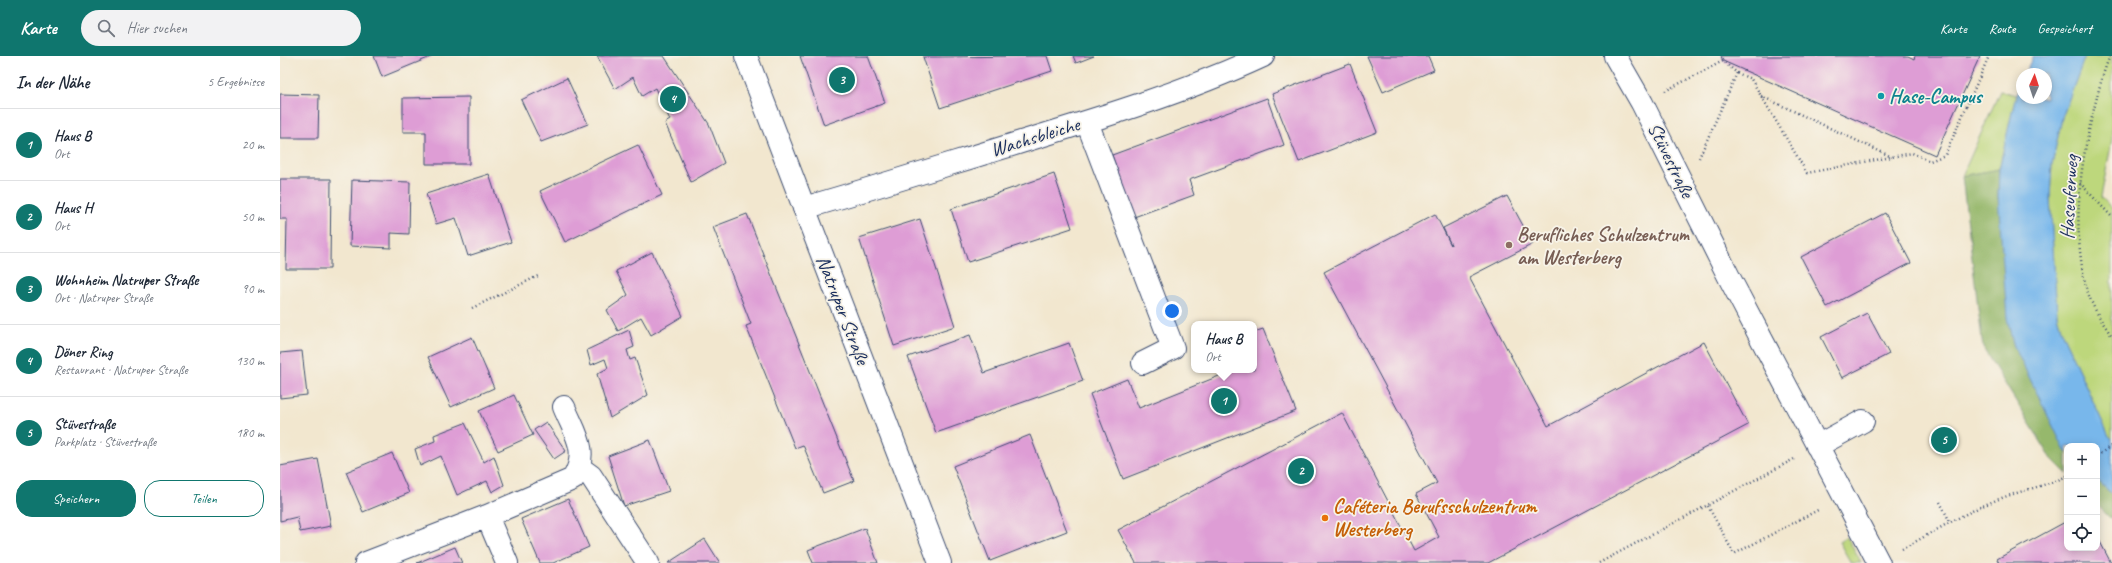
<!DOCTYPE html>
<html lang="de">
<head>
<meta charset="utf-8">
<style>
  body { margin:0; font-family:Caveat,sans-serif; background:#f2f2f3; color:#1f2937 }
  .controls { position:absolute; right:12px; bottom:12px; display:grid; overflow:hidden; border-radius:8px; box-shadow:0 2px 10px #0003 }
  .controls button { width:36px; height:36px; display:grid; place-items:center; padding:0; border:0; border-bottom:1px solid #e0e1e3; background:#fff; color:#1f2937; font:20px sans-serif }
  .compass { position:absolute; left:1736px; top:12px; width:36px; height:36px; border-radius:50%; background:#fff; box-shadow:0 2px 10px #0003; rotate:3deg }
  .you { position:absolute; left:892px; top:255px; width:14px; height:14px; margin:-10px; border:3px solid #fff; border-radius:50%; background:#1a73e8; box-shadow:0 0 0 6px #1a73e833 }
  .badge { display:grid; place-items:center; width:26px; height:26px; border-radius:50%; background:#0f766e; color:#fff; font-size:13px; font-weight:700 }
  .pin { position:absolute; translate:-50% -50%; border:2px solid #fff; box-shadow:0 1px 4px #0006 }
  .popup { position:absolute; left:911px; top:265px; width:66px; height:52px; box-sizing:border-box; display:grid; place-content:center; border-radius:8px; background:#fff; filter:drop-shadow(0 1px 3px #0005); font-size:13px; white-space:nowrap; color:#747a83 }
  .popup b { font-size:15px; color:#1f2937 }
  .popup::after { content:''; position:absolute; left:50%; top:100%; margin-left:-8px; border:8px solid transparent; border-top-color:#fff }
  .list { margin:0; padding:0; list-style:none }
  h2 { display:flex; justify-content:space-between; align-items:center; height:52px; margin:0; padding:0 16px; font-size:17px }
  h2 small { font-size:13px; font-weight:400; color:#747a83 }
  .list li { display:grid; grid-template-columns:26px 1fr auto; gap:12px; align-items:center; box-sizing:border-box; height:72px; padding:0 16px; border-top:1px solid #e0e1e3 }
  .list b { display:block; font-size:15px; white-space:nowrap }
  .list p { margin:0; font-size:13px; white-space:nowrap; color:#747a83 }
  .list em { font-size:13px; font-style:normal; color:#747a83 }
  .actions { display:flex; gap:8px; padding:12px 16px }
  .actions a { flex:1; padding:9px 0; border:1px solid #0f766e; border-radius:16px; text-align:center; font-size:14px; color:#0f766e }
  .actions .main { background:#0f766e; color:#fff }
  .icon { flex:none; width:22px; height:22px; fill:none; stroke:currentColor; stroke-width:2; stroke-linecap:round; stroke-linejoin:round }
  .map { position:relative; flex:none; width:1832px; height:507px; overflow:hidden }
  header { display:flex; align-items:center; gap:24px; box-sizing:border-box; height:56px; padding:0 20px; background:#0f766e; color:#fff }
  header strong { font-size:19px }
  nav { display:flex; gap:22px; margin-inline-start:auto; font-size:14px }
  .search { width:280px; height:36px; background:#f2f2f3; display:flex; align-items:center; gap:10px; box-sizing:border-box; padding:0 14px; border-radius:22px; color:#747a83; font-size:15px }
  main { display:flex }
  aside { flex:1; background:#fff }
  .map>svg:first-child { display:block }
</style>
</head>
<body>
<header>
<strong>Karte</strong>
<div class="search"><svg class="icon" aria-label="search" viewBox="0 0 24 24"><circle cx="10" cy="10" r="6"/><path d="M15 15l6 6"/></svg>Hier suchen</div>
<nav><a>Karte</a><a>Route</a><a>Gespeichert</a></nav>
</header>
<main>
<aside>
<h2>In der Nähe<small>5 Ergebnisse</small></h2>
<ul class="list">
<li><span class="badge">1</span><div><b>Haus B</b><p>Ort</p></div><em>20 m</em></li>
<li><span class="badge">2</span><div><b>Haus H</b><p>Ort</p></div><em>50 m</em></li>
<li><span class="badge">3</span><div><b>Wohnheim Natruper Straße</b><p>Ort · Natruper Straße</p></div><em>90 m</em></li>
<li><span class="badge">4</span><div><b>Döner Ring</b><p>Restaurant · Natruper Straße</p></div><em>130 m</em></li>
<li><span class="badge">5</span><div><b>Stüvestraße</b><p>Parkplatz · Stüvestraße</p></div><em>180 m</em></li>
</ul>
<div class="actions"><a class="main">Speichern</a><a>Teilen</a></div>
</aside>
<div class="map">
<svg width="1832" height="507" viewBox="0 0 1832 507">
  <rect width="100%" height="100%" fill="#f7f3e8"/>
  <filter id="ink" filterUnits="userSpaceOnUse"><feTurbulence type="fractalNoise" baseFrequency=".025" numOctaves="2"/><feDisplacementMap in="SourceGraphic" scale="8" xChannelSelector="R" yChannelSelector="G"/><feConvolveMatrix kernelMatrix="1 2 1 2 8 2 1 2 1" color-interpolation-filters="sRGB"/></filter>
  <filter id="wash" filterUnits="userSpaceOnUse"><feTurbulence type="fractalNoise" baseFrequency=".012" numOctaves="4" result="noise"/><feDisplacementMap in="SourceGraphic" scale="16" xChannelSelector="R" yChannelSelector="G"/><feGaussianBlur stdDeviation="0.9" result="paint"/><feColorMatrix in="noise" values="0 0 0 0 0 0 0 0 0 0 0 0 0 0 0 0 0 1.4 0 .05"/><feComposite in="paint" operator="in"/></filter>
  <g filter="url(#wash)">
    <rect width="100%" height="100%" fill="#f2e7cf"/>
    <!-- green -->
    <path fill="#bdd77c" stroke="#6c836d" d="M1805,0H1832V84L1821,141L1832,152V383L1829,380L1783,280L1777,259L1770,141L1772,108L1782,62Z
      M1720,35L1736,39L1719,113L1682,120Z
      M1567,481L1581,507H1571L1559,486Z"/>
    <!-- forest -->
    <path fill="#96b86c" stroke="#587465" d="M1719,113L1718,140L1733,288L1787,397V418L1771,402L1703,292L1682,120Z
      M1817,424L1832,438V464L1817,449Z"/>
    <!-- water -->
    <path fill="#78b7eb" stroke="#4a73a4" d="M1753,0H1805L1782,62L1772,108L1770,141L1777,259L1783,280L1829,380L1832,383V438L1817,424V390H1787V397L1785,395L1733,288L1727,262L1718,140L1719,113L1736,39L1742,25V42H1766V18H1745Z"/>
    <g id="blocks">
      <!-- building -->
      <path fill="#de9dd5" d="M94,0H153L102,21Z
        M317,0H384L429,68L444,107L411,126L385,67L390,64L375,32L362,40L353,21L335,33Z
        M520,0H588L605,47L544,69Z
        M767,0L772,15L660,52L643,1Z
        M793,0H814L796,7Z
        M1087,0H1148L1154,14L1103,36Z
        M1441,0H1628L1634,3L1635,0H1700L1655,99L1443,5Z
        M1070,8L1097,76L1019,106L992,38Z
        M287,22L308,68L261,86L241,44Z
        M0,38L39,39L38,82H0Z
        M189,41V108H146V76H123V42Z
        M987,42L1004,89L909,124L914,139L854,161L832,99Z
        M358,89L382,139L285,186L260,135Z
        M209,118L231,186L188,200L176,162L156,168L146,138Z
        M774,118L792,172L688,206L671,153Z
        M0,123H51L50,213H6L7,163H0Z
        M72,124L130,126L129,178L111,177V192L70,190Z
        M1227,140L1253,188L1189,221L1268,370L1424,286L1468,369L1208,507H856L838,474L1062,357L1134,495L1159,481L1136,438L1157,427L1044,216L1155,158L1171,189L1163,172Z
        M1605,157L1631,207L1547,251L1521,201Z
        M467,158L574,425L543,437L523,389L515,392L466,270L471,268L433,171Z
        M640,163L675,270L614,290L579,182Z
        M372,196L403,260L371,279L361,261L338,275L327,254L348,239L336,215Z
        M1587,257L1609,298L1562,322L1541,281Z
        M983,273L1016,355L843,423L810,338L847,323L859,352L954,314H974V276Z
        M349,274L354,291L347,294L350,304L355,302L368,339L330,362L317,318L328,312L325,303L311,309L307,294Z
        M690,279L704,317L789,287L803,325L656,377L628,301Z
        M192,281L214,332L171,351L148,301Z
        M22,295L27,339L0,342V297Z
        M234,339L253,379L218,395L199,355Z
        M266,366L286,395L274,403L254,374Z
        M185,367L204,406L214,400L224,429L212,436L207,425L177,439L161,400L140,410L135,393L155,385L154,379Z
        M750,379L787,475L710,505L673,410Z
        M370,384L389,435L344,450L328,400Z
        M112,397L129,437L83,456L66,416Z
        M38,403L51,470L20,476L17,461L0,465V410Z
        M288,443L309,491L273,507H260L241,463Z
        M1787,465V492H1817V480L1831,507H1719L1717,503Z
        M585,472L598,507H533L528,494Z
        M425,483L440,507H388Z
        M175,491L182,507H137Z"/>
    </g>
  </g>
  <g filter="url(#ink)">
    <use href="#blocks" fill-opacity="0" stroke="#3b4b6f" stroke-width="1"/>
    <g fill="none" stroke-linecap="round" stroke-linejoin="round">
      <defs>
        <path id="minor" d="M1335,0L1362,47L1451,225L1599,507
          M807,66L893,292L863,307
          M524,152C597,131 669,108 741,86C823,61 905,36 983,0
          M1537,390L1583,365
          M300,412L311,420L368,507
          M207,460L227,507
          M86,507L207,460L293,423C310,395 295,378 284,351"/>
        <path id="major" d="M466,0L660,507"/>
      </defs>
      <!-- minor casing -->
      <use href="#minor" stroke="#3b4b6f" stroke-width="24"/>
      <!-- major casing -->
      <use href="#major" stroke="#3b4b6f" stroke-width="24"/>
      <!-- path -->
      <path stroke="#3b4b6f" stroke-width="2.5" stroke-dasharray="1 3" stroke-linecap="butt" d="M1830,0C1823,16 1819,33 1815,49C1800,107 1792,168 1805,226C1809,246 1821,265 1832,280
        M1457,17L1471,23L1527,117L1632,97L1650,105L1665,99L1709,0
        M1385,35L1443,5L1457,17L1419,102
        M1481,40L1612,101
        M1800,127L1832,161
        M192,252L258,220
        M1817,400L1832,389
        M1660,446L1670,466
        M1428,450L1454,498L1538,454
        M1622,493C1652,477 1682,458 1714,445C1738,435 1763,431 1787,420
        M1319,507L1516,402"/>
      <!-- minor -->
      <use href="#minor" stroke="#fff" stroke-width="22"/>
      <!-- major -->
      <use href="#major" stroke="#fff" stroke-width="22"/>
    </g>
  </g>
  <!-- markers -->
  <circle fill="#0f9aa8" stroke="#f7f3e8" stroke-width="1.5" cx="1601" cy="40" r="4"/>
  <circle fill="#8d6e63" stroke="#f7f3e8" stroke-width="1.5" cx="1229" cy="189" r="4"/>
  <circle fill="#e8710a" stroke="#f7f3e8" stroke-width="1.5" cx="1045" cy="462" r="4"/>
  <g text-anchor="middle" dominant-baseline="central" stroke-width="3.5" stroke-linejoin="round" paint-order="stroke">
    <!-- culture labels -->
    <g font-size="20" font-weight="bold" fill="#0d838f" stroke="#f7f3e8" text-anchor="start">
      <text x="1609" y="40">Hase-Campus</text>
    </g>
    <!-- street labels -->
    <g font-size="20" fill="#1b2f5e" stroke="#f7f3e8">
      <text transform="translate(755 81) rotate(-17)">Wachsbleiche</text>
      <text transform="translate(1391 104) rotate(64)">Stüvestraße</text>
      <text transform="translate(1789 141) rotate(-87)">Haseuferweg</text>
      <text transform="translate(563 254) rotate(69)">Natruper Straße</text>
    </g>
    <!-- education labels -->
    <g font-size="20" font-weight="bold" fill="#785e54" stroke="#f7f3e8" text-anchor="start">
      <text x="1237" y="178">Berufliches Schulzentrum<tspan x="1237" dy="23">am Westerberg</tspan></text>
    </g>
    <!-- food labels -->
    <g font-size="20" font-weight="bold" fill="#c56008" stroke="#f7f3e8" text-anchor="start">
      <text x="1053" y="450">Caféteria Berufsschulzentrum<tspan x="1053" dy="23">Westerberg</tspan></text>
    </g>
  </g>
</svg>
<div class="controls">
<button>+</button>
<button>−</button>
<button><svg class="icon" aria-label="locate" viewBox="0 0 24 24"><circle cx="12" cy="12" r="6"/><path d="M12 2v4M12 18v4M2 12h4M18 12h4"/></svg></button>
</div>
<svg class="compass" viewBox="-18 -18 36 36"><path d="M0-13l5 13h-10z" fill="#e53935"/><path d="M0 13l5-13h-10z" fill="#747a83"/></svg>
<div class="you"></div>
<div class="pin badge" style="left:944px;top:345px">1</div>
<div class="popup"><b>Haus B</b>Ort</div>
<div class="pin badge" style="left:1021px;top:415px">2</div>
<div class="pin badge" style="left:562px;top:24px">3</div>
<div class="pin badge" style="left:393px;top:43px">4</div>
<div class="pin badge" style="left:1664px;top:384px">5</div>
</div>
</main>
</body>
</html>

---+---

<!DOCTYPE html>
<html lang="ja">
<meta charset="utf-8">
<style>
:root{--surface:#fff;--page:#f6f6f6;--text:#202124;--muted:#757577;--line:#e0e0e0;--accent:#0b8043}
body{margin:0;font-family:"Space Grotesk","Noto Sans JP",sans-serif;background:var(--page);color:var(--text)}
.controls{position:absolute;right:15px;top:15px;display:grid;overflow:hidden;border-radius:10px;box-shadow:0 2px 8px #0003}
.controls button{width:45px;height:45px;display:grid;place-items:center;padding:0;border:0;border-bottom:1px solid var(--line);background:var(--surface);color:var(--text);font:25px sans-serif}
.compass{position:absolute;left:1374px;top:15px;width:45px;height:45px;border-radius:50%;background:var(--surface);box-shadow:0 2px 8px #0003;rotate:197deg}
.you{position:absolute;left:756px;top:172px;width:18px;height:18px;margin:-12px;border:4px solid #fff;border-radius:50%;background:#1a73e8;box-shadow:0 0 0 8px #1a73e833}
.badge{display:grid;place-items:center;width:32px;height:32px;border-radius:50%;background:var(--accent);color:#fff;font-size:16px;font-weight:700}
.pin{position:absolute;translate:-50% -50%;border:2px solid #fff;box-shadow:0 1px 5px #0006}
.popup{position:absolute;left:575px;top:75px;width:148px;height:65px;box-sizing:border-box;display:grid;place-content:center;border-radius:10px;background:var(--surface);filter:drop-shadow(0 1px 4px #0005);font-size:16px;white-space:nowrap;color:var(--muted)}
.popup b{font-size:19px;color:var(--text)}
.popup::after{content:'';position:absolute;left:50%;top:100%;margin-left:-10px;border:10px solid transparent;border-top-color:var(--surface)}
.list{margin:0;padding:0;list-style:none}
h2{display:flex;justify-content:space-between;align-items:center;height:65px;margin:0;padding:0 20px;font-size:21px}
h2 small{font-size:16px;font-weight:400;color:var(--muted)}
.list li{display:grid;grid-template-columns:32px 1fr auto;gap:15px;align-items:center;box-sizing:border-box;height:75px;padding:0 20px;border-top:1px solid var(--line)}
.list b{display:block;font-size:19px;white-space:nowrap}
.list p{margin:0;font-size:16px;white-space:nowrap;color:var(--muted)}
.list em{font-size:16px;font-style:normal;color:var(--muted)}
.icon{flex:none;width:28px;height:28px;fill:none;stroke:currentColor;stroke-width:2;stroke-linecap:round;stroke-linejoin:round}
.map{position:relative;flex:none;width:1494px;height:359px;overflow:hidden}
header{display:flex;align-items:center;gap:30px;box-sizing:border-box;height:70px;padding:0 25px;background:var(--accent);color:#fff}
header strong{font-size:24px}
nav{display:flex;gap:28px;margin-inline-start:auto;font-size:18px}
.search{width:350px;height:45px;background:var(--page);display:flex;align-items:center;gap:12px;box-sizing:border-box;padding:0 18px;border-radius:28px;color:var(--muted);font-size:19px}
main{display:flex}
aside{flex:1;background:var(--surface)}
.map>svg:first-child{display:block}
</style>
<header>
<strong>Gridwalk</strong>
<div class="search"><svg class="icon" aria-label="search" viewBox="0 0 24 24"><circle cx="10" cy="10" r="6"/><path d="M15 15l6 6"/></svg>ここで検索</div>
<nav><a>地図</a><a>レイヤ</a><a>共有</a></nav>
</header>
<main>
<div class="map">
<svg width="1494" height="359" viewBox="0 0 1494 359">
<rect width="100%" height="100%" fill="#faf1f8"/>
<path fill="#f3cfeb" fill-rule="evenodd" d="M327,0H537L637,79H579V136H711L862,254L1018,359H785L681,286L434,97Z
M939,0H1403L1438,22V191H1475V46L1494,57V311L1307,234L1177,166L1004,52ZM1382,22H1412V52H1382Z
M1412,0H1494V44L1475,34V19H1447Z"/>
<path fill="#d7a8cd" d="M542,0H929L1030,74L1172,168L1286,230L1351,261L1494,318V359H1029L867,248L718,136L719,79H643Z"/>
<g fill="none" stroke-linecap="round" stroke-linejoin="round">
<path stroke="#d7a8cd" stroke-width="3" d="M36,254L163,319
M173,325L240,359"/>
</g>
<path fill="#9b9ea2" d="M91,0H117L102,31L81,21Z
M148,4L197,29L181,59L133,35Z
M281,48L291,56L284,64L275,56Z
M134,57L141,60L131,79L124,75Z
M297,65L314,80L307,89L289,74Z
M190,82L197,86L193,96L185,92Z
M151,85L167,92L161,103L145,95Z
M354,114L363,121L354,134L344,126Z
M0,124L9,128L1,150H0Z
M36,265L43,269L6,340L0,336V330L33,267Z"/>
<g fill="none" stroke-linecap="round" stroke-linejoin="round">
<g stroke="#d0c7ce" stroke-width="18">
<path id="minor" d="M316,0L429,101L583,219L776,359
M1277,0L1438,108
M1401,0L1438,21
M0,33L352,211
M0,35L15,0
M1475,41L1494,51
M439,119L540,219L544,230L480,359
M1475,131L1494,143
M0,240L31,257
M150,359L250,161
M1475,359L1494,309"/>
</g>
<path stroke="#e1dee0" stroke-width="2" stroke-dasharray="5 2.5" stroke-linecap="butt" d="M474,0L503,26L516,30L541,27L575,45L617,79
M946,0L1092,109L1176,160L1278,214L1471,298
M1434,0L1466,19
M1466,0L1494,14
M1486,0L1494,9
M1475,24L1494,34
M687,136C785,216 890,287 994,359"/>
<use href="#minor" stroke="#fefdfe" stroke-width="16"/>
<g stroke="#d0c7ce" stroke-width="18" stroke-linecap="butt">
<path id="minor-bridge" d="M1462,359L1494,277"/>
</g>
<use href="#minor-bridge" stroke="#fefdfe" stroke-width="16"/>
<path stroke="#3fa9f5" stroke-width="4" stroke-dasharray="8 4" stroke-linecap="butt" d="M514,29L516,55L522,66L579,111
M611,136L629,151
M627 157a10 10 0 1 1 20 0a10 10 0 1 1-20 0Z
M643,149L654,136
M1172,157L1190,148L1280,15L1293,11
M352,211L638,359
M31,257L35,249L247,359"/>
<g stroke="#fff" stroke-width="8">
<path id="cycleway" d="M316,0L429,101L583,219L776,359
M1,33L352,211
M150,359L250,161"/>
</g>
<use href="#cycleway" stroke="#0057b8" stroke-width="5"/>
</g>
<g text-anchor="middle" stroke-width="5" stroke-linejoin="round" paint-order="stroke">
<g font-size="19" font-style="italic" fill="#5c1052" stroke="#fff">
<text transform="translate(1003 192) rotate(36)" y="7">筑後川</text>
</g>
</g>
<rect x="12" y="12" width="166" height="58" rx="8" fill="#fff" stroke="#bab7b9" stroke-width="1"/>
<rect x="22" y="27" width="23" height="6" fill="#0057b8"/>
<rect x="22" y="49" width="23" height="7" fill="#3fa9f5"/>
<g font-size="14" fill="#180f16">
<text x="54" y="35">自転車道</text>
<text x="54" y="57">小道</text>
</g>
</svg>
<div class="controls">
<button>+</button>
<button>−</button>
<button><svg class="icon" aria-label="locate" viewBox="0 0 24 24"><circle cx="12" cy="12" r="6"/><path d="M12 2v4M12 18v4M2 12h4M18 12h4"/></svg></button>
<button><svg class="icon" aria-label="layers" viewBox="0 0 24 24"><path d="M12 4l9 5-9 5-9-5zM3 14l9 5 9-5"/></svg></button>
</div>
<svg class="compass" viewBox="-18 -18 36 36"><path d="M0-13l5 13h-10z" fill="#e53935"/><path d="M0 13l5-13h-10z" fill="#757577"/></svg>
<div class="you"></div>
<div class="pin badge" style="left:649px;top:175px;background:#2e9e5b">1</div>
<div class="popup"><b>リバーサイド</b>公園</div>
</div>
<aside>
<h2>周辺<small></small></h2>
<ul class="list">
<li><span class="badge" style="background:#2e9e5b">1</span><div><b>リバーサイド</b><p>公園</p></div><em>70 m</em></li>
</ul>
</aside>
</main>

---+---

- Exercise
How many lines in the records above contain the word "currentColor"? State that number and nothing more.

- Answer to this problem
2